No I just noticed that opening right up with a war in the early Pre-Dreadnought era frequently led to these laughable exchanges of meekly armed bucket ships that were more likely to sink each other with upholstery fires and accidental collisions ramming attacks than any kind of sophisticated direction or marksmanship.

I have had quite a few engagement simply end when I ran out of ammo, but that's usually held to the early 1900's. Once you have central firing, and a few national upgrades like better rangefinders, you'll score many more hits, and sink many more ships.
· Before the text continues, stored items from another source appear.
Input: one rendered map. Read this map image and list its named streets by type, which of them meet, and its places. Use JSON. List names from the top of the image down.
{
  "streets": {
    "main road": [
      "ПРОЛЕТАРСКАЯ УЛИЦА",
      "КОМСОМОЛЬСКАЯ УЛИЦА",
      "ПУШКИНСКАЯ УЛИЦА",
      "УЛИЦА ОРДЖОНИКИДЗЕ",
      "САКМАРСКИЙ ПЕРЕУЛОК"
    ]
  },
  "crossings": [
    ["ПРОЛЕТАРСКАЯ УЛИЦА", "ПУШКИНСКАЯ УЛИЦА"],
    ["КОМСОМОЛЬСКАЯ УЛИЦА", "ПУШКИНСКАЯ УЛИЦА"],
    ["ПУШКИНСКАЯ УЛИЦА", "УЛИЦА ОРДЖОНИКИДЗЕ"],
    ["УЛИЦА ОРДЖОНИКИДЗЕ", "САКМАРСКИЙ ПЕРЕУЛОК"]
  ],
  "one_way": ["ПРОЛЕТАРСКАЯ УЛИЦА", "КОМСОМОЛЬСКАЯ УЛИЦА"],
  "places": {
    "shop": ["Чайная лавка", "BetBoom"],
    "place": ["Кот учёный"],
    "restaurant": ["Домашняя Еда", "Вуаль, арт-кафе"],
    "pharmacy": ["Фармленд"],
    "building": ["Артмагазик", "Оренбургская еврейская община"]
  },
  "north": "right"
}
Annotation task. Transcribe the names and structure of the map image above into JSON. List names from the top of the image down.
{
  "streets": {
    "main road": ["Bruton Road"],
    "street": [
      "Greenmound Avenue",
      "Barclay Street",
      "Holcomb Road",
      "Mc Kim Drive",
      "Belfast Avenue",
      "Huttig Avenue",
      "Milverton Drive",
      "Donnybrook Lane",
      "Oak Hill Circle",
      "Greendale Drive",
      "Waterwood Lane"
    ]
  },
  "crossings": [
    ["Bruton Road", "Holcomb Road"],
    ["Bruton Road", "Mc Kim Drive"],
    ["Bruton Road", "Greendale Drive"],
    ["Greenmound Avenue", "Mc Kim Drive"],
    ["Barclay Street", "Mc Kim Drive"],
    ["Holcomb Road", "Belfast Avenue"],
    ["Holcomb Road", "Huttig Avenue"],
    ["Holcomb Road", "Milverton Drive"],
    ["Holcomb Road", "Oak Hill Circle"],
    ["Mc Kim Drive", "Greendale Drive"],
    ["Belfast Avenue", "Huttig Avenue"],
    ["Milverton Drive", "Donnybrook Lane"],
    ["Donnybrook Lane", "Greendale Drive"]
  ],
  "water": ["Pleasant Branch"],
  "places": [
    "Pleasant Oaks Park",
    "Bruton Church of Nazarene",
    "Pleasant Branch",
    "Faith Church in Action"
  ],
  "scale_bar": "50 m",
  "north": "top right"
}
It seems to me to be more about positioning, and maintaining a nice steady shooting platform early on.

I think what happens in the game is that at the very start, you can fit enough armor to make you immune to your own guns, and it's only after a few shell upgrades that you can really punch holes in things.

 

On 4/19/2020 at 12:08 PM, SimpleSimon said:

Typical of warship games there's a tendency to place the cart-before-the-horse and retroactively apply modern definitions and thinking for warships back onto 19th and early 20th century designs. It doesn't break the game, but it's just a bit unfortunate to me that even a well researched game like Rule the Waves makes, for instance, the typical mistake of considering Pre Dreadnought battleships as "inferior battleships" and not "the logical evolution of the Ironclad" if you get what i'm saying. 

It depends. The game is intended to simulate the Dreadnought race, not the Ironclad race. Your pre-dreadnoughts really only exist to tide you over until you build more modern BB's and BC's. By 1905 in a typical game, your pre-dreadnoughts are basically obsolete.

I, for one, would have loved the game just a little bit more if it started in 1875. But I'm weird.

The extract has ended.